* GIVEN DATA:
————————

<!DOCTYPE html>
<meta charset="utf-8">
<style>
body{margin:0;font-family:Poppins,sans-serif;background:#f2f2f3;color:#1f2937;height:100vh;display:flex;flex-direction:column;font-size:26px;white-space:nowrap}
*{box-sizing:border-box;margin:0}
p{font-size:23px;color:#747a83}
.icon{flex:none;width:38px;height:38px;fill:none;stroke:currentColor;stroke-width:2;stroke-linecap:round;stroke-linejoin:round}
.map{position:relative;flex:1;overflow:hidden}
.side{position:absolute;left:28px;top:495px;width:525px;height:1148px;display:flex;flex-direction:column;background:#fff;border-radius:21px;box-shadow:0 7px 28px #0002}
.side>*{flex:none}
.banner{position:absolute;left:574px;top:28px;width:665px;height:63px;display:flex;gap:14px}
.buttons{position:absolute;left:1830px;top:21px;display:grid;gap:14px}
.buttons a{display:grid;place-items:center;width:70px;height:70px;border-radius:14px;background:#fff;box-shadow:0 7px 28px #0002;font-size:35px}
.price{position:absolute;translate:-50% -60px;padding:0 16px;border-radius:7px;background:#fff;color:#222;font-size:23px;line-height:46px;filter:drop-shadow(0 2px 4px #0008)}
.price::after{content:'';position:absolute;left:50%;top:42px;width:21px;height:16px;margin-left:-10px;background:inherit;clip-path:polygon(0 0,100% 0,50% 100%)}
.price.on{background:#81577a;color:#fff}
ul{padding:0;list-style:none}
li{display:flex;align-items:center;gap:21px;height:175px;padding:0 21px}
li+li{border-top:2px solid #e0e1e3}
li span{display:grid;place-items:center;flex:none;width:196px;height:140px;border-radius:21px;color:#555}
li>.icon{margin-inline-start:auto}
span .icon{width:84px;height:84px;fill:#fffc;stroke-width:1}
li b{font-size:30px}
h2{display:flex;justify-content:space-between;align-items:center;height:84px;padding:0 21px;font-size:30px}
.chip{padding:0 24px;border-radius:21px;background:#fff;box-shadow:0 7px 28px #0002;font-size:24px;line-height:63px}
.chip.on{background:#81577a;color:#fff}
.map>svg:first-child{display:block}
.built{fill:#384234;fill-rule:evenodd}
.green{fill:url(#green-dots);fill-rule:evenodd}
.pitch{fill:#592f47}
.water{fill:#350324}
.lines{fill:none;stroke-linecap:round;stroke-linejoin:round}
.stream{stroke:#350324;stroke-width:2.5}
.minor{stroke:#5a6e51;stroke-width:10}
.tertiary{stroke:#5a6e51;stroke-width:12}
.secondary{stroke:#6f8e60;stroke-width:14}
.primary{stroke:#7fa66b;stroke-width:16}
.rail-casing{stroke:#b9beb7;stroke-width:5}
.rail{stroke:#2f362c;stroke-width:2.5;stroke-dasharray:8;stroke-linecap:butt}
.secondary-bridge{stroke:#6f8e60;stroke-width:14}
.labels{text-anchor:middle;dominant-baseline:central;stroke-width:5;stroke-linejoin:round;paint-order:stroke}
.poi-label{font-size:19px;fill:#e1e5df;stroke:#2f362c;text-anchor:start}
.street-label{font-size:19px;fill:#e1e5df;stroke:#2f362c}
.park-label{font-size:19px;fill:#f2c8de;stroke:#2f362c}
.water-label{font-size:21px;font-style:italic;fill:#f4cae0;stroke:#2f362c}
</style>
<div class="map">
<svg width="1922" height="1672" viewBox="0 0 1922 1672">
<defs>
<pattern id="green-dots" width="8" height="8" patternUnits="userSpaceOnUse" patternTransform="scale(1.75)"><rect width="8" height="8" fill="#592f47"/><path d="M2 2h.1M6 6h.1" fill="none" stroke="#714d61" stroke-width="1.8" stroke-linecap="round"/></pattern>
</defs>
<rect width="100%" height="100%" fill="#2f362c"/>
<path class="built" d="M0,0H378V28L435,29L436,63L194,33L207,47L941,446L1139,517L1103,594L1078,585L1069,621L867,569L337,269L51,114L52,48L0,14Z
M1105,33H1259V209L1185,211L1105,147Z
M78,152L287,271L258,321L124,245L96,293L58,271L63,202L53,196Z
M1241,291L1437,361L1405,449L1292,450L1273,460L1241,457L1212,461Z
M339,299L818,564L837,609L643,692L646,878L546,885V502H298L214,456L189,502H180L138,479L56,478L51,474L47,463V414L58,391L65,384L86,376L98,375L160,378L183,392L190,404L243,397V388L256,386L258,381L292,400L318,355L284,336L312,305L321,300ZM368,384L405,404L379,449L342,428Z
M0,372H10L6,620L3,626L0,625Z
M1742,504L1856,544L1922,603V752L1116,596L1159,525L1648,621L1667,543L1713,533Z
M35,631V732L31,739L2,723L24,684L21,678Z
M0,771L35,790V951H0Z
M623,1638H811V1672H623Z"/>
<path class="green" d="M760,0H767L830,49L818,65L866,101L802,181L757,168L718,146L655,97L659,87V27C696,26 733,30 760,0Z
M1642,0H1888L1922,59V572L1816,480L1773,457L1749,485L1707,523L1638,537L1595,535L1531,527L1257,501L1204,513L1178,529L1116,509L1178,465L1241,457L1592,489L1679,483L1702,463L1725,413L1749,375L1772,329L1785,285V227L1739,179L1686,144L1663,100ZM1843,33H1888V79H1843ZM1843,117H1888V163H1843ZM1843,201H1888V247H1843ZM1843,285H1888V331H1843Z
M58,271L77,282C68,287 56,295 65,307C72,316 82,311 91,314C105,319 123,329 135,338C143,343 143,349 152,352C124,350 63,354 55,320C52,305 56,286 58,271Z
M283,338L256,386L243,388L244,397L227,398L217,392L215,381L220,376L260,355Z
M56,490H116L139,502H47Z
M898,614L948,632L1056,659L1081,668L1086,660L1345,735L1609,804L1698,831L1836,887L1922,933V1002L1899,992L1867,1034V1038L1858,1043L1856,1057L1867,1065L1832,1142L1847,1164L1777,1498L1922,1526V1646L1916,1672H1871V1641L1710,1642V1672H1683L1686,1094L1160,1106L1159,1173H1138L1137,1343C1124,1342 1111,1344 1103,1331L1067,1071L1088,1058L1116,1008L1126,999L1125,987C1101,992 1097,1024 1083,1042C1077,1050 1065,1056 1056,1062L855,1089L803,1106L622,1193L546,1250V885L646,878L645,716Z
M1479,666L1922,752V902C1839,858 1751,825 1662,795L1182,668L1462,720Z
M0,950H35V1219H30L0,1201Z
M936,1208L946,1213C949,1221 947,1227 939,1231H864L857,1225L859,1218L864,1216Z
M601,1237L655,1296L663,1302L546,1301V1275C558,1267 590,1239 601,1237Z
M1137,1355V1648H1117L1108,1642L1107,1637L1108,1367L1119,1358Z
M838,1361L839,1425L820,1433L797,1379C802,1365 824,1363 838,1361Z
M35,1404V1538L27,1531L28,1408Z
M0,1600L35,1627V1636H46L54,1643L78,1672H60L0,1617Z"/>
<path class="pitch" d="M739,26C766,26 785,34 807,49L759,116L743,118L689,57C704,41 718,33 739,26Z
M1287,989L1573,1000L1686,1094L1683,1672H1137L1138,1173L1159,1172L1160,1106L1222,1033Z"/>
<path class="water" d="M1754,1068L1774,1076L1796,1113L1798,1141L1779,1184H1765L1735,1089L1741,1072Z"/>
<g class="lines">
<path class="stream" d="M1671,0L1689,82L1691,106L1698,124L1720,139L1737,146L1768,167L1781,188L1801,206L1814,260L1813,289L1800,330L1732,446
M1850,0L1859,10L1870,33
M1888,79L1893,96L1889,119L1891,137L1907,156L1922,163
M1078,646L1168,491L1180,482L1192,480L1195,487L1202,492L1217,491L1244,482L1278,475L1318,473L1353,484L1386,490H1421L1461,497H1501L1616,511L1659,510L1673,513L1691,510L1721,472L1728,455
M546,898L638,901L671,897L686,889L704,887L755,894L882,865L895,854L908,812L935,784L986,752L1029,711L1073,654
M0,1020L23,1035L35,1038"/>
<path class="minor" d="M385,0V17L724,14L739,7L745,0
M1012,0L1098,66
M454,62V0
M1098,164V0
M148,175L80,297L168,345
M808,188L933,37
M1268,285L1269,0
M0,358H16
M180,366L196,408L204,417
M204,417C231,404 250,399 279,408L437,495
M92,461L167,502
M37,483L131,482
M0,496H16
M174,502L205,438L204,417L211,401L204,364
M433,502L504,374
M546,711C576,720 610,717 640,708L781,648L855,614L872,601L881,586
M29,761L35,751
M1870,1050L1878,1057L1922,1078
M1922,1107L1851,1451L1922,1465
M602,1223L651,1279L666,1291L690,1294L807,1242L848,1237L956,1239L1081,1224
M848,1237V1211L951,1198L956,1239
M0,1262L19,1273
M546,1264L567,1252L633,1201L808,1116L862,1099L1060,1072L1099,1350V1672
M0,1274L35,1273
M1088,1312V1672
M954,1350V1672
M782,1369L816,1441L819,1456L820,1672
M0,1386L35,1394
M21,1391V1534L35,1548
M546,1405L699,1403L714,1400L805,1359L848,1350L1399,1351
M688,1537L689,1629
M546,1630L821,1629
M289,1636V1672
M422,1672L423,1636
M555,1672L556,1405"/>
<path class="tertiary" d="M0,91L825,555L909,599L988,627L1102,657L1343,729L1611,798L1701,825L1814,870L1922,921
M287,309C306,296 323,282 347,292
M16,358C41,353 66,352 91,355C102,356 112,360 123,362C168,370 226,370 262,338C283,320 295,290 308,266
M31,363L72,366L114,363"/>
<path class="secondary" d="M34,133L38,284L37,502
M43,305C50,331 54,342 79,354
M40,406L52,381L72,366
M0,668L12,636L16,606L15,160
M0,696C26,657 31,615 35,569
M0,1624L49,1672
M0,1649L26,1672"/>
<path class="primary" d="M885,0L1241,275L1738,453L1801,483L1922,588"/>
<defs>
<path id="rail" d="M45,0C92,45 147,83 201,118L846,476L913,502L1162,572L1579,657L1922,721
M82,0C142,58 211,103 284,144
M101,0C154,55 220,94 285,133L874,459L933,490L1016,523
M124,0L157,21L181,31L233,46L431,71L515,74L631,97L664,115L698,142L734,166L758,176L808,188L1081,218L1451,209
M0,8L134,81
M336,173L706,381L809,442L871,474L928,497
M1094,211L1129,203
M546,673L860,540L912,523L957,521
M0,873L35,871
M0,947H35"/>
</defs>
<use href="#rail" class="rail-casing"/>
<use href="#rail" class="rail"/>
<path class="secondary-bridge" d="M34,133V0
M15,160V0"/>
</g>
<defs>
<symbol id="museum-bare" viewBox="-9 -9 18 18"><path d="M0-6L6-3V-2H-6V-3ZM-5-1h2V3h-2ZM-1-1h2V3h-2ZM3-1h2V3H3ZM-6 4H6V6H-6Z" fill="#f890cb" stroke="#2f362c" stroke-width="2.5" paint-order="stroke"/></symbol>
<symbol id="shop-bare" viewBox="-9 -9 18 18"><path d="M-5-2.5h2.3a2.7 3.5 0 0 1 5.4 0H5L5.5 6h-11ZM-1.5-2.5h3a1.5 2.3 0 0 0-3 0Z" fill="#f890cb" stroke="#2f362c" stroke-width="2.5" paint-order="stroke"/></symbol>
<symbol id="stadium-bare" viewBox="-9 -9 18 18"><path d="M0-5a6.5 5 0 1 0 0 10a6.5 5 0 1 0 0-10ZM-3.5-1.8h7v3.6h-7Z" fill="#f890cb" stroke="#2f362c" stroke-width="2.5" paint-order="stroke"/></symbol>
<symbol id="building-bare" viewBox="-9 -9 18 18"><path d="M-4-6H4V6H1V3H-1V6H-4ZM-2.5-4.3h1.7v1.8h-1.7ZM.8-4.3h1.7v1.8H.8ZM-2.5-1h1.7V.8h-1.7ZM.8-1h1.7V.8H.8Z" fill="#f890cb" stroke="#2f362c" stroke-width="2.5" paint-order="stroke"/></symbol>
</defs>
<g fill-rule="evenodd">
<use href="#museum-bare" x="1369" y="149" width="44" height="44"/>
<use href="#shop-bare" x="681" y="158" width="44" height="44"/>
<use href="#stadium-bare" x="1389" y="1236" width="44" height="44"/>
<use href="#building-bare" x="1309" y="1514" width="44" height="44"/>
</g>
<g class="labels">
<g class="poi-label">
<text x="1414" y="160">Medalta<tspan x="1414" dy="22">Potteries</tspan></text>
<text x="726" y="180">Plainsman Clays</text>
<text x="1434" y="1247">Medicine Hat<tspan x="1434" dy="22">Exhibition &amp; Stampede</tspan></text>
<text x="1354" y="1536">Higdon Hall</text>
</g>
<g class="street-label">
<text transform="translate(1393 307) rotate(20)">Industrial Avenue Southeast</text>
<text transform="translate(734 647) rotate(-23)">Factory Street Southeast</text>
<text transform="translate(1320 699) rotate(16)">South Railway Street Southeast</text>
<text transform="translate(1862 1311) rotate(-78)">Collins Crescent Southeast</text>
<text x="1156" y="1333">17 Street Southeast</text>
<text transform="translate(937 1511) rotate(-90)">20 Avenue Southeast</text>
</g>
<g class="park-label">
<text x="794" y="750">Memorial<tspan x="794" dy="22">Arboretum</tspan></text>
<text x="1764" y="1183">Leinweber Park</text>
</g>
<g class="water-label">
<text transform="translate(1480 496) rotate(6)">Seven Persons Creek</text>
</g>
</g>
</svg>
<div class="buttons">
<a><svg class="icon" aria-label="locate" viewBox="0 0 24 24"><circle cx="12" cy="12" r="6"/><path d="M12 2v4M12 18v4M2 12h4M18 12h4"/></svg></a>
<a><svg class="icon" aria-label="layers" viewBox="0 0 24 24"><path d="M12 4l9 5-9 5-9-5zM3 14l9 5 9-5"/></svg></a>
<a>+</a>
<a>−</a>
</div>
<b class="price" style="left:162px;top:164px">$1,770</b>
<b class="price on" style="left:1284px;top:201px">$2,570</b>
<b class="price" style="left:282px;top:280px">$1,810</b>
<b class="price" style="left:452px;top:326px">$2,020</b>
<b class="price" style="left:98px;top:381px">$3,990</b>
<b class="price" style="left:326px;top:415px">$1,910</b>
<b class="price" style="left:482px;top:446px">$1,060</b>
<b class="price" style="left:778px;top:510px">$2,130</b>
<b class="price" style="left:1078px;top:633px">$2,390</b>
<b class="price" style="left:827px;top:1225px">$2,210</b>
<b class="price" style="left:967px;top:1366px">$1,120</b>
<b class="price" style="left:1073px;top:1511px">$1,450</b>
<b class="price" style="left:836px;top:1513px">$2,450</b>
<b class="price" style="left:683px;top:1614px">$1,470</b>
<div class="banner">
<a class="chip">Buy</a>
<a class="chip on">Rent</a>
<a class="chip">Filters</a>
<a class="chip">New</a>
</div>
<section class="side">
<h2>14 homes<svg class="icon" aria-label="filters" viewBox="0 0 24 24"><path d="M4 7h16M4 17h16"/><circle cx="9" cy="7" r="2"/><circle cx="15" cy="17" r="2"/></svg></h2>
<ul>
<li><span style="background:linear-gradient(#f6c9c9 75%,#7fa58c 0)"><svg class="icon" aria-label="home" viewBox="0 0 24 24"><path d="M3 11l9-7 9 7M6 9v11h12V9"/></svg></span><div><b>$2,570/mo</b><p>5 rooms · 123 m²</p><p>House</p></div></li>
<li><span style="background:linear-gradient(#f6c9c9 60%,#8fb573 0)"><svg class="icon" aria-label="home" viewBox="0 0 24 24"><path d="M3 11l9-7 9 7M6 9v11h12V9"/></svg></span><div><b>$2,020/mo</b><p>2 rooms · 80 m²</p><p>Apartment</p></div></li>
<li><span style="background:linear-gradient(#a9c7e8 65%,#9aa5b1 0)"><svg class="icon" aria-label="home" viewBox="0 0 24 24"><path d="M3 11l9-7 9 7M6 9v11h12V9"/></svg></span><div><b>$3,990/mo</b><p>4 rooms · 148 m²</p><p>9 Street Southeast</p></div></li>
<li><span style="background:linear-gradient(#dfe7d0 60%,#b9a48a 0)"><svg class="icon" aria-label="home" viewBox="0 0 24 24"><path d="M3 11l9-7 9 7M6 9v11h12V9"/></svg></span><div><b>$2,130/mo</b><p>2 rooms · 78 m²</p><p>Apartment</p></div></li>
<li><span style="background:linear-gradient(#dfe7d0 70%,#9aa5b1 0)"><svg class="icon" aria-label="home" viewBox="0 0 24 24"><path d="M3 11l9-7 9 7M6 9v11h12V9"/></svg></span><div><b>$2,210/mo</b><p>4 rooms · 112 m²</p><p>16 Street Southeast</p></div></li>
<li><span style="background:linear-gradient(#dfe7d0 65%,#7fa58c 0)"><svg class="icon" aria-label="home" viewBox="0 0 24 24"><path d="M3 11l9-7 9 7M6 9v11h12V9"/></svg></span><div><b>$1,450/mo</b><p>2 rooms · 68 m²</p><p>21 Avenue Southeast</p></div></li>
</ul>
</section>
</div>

————————

* REQUIREMENT:
Within the data above, find the lines that contain the word "minor" and copy each of them.

* REPLY:
.minor{stroke:#5a6e51;stroke-width:10}
<path class="minor" d="M385,0V17L724,14L739,7L745,0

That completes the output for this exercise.